The finite-size effects due to undersampling generally plagues transcript count data with reproducibility issues but can be minimized through a simple power-law correction of the count distribution. This distribution correction has direct implication on the biological interpretation of the study and the rigor of the scientific findings.
This article was reviewed by Oliviero Carugo, Thomas Dandekar and Sandor Pongor.
尽管早期的脊椎动物到低等真核生物转录物丰度建模工作特别指出了 Zip 定律,但观察到的分布通常偏离单一幂律斜率。事后看来,虽然临界现象的幂律在无限观测条件下是渐近推导出来的,但实际观测是有限的,有限大小的效应会迫使幂律分布进入指数衰减,因此,在对数-对数图上表现为曲率(即变化的指数值)。如果转录物丰度确实呈幂律分布,那么变化的指数表示变化的数学矩(例如,均值、方差),并产生异方差性,从而影响分析的统计严谨性。这种偏离渐近幂律对测序计数数据的影响从未真正被检验和量化。
转录物丰度几乎类似于 Zipf 定律分布的轶事描述,可以被概念化为 Pareto 幂律分布在现实世界中的有限大小效应下的不完美数学表现;这与测序技术的进步无关,因为在实践中采样是有限的。我们的概念化与我们对两个现代 NGS(下一代测序)数据集的实证分析非常吻合:我们自己生成的两个胃癌细胞系(NUGC3 和 AGS)的稀释 miRNA 研究的内部产生的稀释 miRNA 研究和一个公开可用的 Spike-in miRNA 数据;首先,有限大小的效应导致测序计数数据偏离 Zipf 定律和测序实验的可重复性问题。其次,它表现为实验重复之间的异方差性,从而带来统计上的困扰。
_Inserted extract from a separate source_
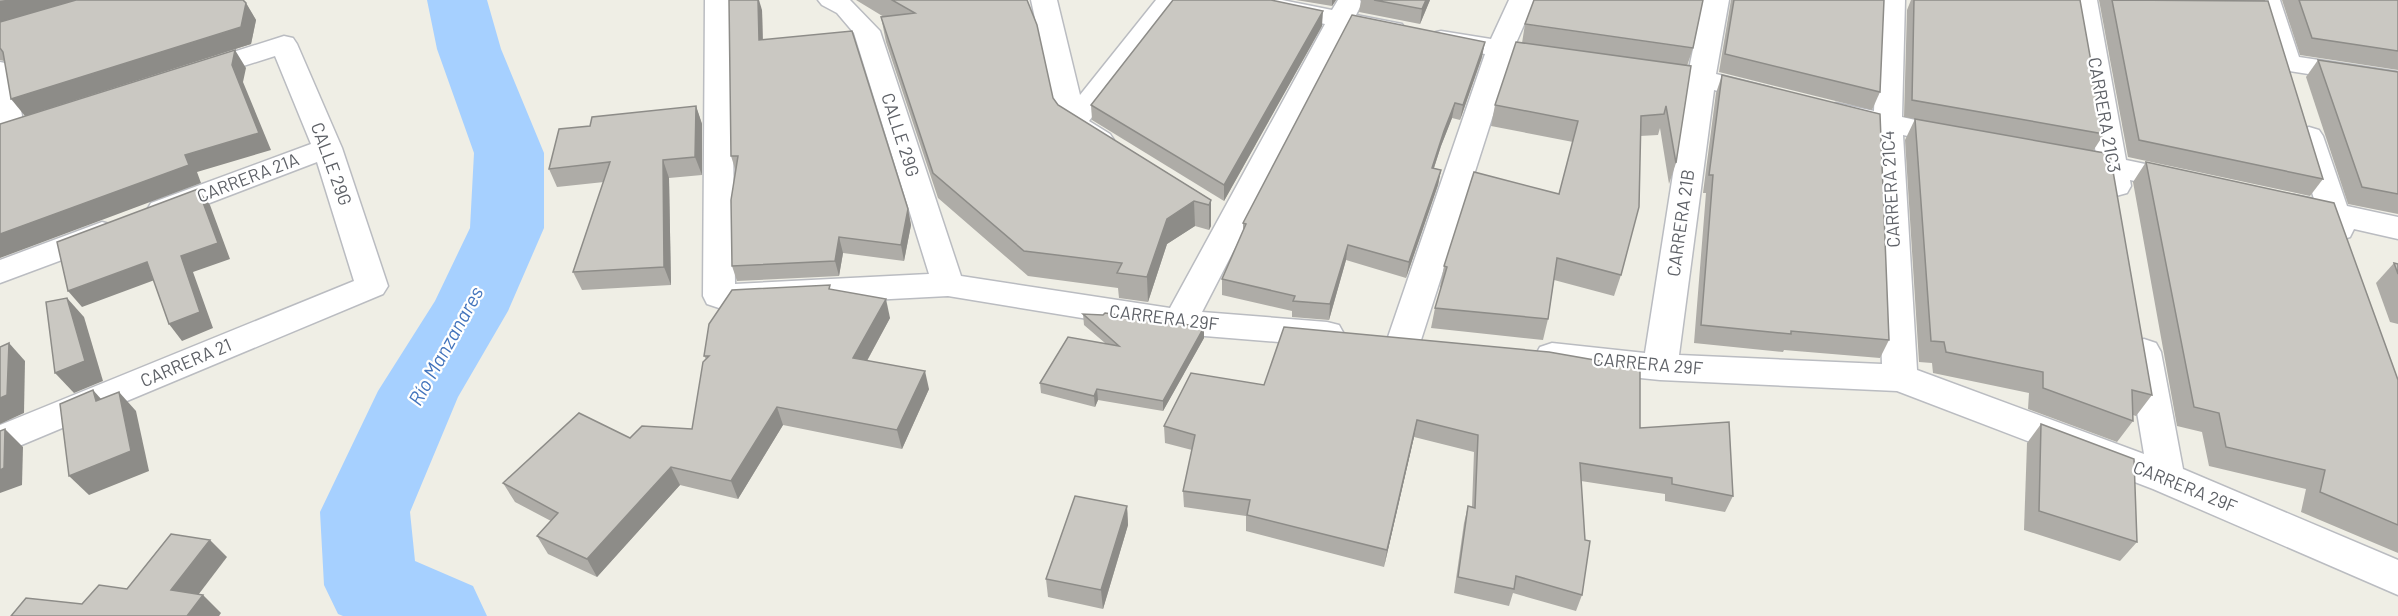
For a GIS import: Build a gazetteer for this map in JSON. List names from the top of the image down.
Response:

令人惊讶的是,简单的幂律校正可以将分布失真恢复为单个指数值,从而将数据异方差性降低 50%,并将统计/检测灵敏度提高高达 30%,而与下游映射和归一化方法无关。最重要的是,幂律校正可以平均提高不同数据系列归一化方法之间的显著调用的一致性,提高 22%。当呈现更高的序列深度(4 倍差异)时,一致性的提高是不对称的(较高测序深度实例为 32%,较低实例为 13%),表明简单的幂律校正可以提高测序深度更高的显著检测。最后,校正极大地增强了统计结论,并逃避了我们稀释分析中 NUGC3 细胞系对 AGS 的转移潜力。
由于欠采样引起的有限大小效应通常会使转录物计数数据受到可重复性问题的困扰,但可以通过对计数分布进行简单的幂律校正来最小化。这种分布校正对研究的生物学解释和科学发现的严谨性有直接影响。
本文由 Oliviero Carugo、Thomas Dandekar 和 Sandor Pongor 审稿。